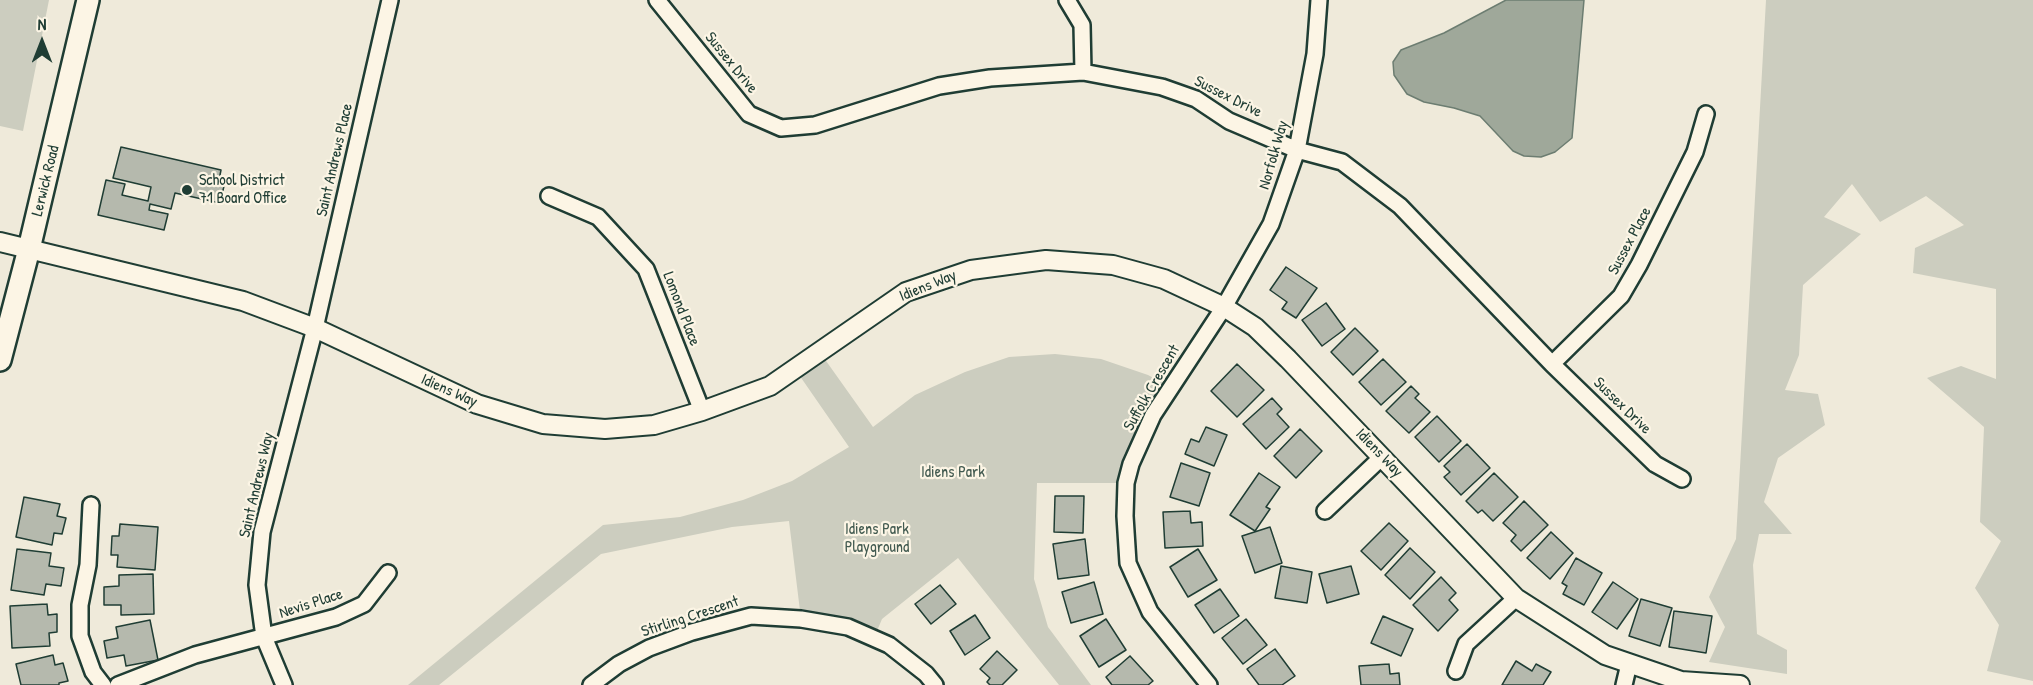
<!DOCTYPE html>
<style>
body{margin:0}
#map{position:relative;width:2033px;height:685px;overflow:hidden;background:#efeada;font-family:"Patrick Hand",sans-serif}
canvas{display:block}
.north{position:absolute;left:12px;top:12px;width:60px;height:60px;-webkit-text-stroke:4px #fcf5e5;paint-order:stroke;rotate:0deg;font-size:16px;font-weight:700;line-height:24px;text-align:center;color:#1f3d34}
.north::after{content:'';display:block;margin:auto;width:21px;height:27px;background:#1f3d34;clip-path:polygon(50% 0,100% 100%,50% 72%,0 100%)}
</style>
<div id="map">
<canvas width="2033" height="685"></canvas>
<div class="north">N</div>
</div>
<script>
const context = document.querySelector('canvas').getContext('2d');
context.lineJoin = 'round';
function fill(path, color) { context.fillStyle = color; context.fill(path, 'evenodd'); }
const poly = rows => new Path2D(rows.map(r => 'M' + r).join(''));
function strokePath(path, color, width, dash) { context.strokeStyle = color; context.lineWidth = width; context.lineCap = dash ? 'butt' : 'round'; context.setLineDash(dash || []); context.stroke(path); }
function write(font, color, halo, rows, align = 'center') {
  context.font = font + ' "Patrick Hand",sans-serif'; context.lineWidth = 4.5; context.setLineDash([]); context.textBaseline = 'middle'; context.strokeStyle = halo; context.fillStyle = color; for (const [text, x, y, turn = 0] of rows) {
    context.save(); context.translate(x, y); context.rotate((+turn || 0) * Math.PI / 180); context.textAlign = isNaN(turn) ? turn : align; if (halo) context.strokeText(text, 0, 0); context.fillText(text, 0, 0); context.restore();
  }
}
fill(poly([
 [0,0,49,0,23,131,0,126],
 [1766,0,2033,0,2033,681,1987,671,1999,625,1975,588,2001,541,1980,522,1984,427,1927,378,1961,366,1996,379,1996,289,1913,273,1915,248,1964,225,1926,196,1880,222,1852,184,1824,217,1861,234,1803,285,1799,355,1785,390,1818,394,1825,425,1778,458,1764,502,1792,534,1759,534,1753,565,1757,634,1787,650,1787,674,1709,662,1725,627,1709,597,1736,539],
 [819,351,873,427,915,395,965,372,1009,357,1055,354,1101,359,1148,375,1170,387,1126,483,1037,483,1034,579,1048,627,1091,685,1059,685,958,558,882,619,874,638,801,619,789,521,732,527,601,554,439,685,408,685,603,525,680,517,743,500,792,481,849,447,795,369]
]), '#cccdbf');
const water = poly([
 [1506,0,1584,0,1572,138,1555,152,1541,157,1524,156,1513,151,1480,116,1454,108,1424,102,1407,94,1394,75,1393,62,1401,50,1444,33,1506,0]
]);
fill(water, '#9fa89a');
strokePath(water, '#6c7d71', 1.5);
const building = poly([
 [121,147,221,170,218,185,224,186,220,203,175,193,171,209,150,204,149,210,168,214,164,230,98,215,106,180,125,184,122,195,148,201,151,187,113,178,121,147],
 [1286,267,1317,288,1296,318,1282,309,1287,302,1270,290,1286,267],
 [1326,303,1345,329,1322,346,1302,320,1326,303],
 [1355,328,1378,351,1353,375,1331,352,1355,328],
 [1383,359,1406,382,1381,405,1359,382,1383,359],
 [1237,364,1264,390,1237,417,1211,391,1237,364],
 [1411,386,1419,394,1415,398,1430,412,1409,433,1386,411,1411,386],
 [1272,398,1282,409,1277,414,1289,427,1266,449,1243,424,1272,398],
 [1437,416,1461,441,1439,462,1415,437,1437,416],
 [1206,427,1227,435,1214,466,1185,454,1191,439,1199,442,1206,427],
 [1300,429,1322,451,1296,478,1274,456,1300,429],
 [1467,444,1490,468,1461,495,1444,477,1450,472,1444,466,1467,444],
 [1181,463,1210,473,1199,506,1170,497,1181,463],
 [1259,473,1280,487,1266,507,1270,509,1255,531,1230,515,1259,473],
 [1494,473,1518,497,1493,521,1482,510,1478,513,1466,501,1494,473],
 [1055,496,1084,496,1083,533,1054,532,1055,496],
 [24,497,60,504,57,516,66,518,62,534,54,533,52,545,16,537,24,497],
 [1524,501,1548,525,1521,551,1511,541,1516,535,1503,523,1524,501],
 [1190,511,1191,523,1202,522,1203,546,1165,548,1163,512,1190,511],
 [1389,523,1408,541,1381,570,1361,551,1389,523],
 [120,524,158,527,155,570,117,567,118,555,111,555,112,536,119,536,120,524],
 [1270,527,1282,563,1255,573,1242,536,1270,527],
 [1551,532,1573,553,1550,579,1527,558,1551,532],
 [1085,539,1089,575,1058,579,1053,544,1085,539],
 [1410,548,1435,572,1410,599,1385,575,1410,548],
 [17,549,51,553,49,566,64,568,61,586,46,584,44,595,11,590,17,549],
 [1198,549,1217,580,1188,597,1170,567,1198,549],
 [1576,558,1602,573,1584,605,1563,594,1567,586,1562,583,1576,558],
 [1281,566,1312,572,1307,603,1275,598,1281,566],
 [1351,566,1359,594,1327,603,1319,574,1351,566],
 [153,574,154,614,121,615,121,605,104,605,104,587,119,586,119,575,153,574],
 [1441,577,1456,593,1449,600,1458,610,1438,631,1413,605,1441,577],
 [1094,582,1103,614,1071,623,1062,592,1094,582],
 [1613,582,1638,599,1617,629,1592,612,1613,582],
 [940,585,956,604,931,624,915,604,940,585],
 [1220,589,1239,616,1214,633,1195,605,1220,589],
 [1641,599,1672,608,1660,646,1629,636,1641,599],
 [47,604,48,615,57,614,57,632,49,633,50,646,12,648,10,606,47,604],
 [1674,611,1712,616,1706,653,1669,647,1674,611],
 [975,615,990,638,965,655,950,631,975,615],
 [1383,616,1413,629,1401,656,1371,643,1383,616],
 [1106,619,1126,650,1099,667,1080,636,1106,619],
 [1246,619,1267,645,1243,664,1222,638,1246,619],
 [150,620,158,660,126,666,124,655,107,658,104,641,118,638,116,627,150,620],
 [1275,649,1295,676,1282,685,1259,685,1247,669,1275,649],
 [997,651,1017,670,1002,685,990,685,987,682,990,678,980,669,997,651],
 [53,655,55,665,63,663,68,681,59,683,59,685,21,685,16,664,53,655],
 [1130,656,1153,681,1148,685,1112,685,1106,677,1130,656],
 [1516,661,1532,671,1536,664,1551,672,1543,685,1502,685,1516,661],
 [1389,664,1390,674,1399,673,1400,685,1361,685,1359,666,1389,664]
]);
fill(building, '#b5b9ad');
strokePath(building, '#1f3d34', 1.5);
const minor = poly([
 [657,0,749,114,781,128,815,125,939,86,990,78,1083,72,1162,87,1196,99,1229,121,1297,150,1342,162,1400,206,1552,364,1655,464,1682,479],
 [1067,0,1082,25,1083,72],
 [549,196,598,217,646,269,702,411],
 [1552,364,1621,296,1639,265,1695,152,1706,114],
 [91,505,88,565,80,605,80,636,93,672,103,685],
 [1325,511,1382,457],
 [1456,671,1466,644,1516,598],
 [118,685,195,655,336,617,364,604,388,573],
 [284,685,264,637,257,585,262,532,315,328,390,0],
 [591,685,619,664,649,648,692,632,751,616,801,619,848,627,889,645,926,674,935,685],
 [1209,685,1150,612,1128,563,1125,516,1126,483,1131,464,1153,415,1224,307,1271,224,1297,150,1315,54,1319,0],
 [1624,685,1629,664]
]);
const tertiary = poly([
 [0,242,243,301,315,328,477,404,543,424,605,429,654,425,702,411,770,386,906,292,971,270,1046,260,1113,265,1164,279,1224,307,1255,327,1288,359,1516,598,1605,655,1681,681,1740,685]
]);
const secondary = poly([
 [0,360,29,249,88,0]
]);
strokePath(minor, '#1f3d34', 20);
strokePath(tertiary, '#1f3d34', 22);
strokePath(secondary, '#1f3d34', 26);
strokePath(minor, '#fcf5e5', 15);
strokePath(tertiary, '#fcf5e5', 18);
strokePath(secondary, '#fcf5e5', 21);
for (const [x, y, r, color] of [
 [187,190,6,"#1f3d34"]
]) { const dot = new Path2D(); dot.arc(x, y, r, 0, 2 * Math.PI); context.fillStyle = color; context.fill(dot); strokePath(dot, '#fcf5e5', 2); }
write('16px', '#1f3d34', '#fcf5e5', [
 ["Sussex Drive",731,63,51],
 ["Sussex Drive",1228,97,27],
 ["Norfolk Way",1274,155,-74],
 ["Saint Andrews Place",335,160,-77],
 ["Lerwick Road",46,181,-76],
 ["Sussex Place",1630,241,-62],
 ["Idiens Way",928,286,-22],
 ["Lomond Place",681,309,69],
 ["Suffolk Crescent",1152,388,-60],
 ["Idiens Way",449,391,24],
 ["Sussex Drive",1622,406,44],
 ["Idiens Way",1379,453,46],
 ["Saint Andrews Way",257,485,-77],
 ["Nevis Place",311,604,-18],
 ["Stirling Crescent",690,617,-18]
]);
write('16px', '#1f3d34', '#fcf5e5', [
 ["School District",199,181],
 ["71 Board Office",199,199]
], 'left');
write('16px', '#425a50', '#fcf5e5', [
 ["Idiens Park",953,473],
 ["Idiens Park",877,530],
 ["Playground",877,548]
]);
</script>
::::::::
AIM OF THE EXERCISE
If the word "rotate" appears in a line above, copy that line.

OUTPUT FOR THIS TASK
.north{position:absolute;left:12px;top:12px;width:60px;height:60px;-webkit-text-stroke:4px #fcf5e5;paint-order:stroke;rotate:0deg;font-size:16px;font-weight:700;line-height:24px;text-align:center;color:#1f3d34}
    context.save(); context.translate(x, y); context.rotate((+turn || 0) * Math.PI / 180); context.textAlign = isNaN(turn) ? turn : align; if (halo) context.strokeText(text, 0, 0); context.fillText(text, 0, 0); context.restore();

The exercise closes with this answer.